Dr. Peggy G. Carr Hello, and welcome to today's StatChat on the NAEP 2002 Reading results for the nation and the states. I hope you've had time to look at the results on the website. I'm sure that you have many questions regarding today's release, so let's get right to them...

jay samuels from St. Paul Minn. , The University of Minnesota asked:
As a member of the National Reading Panel I am aware that there is for want of a better term a "racial achievement gap" in reading. In general, Blacks, Native Americans, and Hispanics do less well in comparison to Caucasians. I think that this gap is cast in the wrong light. It is not a racial gap but a socio-economic gap. In this case race and SES are confounded. A random selection of these underperforming groups and a random selection of better performing groups results in comparison groups that are significantly different in wealth and education. What do you think of my suggestion of recasting the problem as a gap based on SES rather than race?
Dr. Peggy G. Carr: I totally agree, but as it turns out we do have SES-surrogate variables in the assesment, such as Title I and eligibility for free or reduced price lunch. You can use the NAEP data tool to create a cross-tabulation of race/ethnicity with these variables as approach to investigating these relationships. Peggy

Kristi Garrett from Sacramento, California asked:
Some researchers hypothesize that older students score lower on some national and international comparisons -- like TIMMS & NAEP -- because of the low-stakes nature of the tests. In other words, they have learned these tests have no consequences for their future, so they don't give them their best effort. Could this motivational phenomenon be a partial explanation for the poorer performance of secondary students?
Dr. Peggy G. Carr: The National Assessment Governing Board (NAGB) is investigating the affects of motivation in the grade 12 assessment, and determining whether or not the program should be adjusted to make sure that we get optimal performance from 12th graders. However, it is also important to remember that if motivation were to explain declines in scores, we would need to believe that the average motivation of older children had declined, and we have no direct evidence of this, one way or the other. Peggy

sherri patterson from louisville kentucky asked:
I was wondering if i could take my classes on my computer instead of being in a classroom?
Dr. Peggy G. Carr: This a question best addressed to your local school district.

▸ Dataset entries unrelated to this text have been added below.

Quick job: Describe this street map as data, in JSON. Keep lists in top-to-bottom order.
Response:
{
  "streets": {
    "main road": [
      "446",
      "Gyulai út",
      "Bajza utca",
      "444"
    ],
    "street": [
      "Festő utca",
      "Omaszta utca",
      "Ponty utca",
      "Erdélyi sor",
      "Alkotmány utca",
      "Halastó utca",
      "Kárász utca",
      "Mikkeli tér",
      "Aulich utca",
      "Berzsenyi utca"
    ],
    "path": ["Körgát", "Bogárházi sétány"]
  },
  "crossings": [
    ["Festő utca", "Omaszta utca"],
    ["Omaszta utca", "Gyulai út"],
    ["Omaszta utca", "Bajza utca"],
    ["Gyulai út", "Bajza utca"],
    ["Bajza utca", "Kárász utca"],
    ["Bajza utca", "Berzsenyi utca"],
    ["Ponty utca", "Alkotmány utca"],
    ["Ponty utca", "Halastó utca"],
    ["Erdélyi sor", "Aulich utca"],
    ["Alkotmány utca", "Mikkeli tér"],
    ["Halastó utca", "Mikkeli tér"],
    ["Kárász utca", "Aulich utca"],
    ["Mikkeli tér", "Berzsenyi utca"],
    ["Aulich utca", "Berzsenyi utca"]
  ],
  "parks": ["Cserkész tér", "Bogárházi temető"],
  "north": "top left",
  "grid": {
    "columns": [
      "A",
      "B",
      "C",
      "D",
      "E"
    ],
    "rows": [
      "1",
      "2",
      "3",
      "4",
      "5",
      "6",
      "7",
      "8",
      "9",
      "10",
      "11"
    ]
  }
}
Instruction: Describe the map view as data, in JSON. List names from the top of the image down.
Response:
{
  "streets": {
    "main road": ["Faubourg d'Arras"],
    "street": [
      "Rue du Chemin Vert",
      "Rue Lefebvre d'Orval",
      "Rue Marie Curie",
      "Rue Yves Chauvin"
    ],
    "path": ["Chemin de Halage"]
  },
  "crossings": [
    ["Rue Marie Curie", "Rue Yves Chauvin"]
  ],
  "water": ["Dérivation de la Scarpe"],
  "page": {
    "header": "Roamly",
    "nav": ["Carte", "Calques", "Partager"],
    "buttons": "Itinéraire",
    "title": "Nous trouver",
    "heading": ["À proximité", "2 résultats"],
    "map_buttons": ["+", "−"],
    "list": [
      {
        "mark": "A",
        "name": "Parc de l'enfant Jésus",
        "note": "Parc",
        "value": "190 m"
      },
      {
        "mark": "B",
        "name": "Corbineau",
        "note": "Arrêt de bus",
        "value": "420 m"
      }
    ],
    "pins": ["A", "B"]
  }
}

hermie from reno, nevada asked:
Will reading a local newspaper, or learning to use comics as a reading tool for values, etc...increase reading skills and a crave to read?
Dr. Peggy G. Carr: As a long-time comic reader myself, I believe that comics propelled my reading skills to a higher level. However, there is no evidence from the NAEP that comics reading is benefical or not, because we don't ask whether children read comics regularly. What we do ask is whether students read for fun! What we have found is that there is a positive relationship between reading for fun and NAEP scores -- not causal -- but interesting. Peggy

Josh from Dallas, TX asked:
Forgive me if this is obvious, but are scale scores broken down by race/ethnicity and by state easily available on the website? I'm looking for an easy comparison of the Hispanic and black scale scores of Texas vs. other states. Many thanks!
Dr. Peggy G. Carr: Yes, at grades four and eight race/ethnicity data are available state-by-state in our online data tool. First click the "NAEP data" link at the top of the home page. Then select "reading" "grade 4" or "grade 8" "National Public", and "Major Reporting Groups." This will give you a link for "race/ethnicity from school record." Selecting that will give you national data by race/ethnicity. Then click on user options (top right-hand corner), and choose "add/delete states," and select the states of interest. Peggy

Mark from Fort Wayne, Indiana asked:
Could we get some data on how Reading Recovery programs affect student achievement? Thank you.
Dr. Peggy G. Carr: Mark, Since NAEP does not collect data about Reading Recovery programs for the assessed students, NAEP results do not provide specific information about this topic. If there are states with full Reading Recovery implementation during the time period since the last assessments, it is possible that the Reading Recovery may be one factor in reading improvement, but NAEP cannot provide specific information on this. Peggy

Betsy Hammond from Portland, Oregon asked:
Why do you think California students read so poorly, according to NAEP results?
Dr. Peggy G. Carr: You should know while it is true that California students scored lower than students in some other states, many groups within the state have shown gains in recent years. For example 4th grade Black students gained 15 points since 1992, Hispanic students have gained about 12 points, and Asian/Pacific Island students have gained about 13 points. Overall state scores have gone up since their low point in 1994. These gains have come as the state has included greater percentages of special needs students in the assessment. As for why students in any state perform at different levels than those in other states, NAEP is not designed to answer this sort of causal question.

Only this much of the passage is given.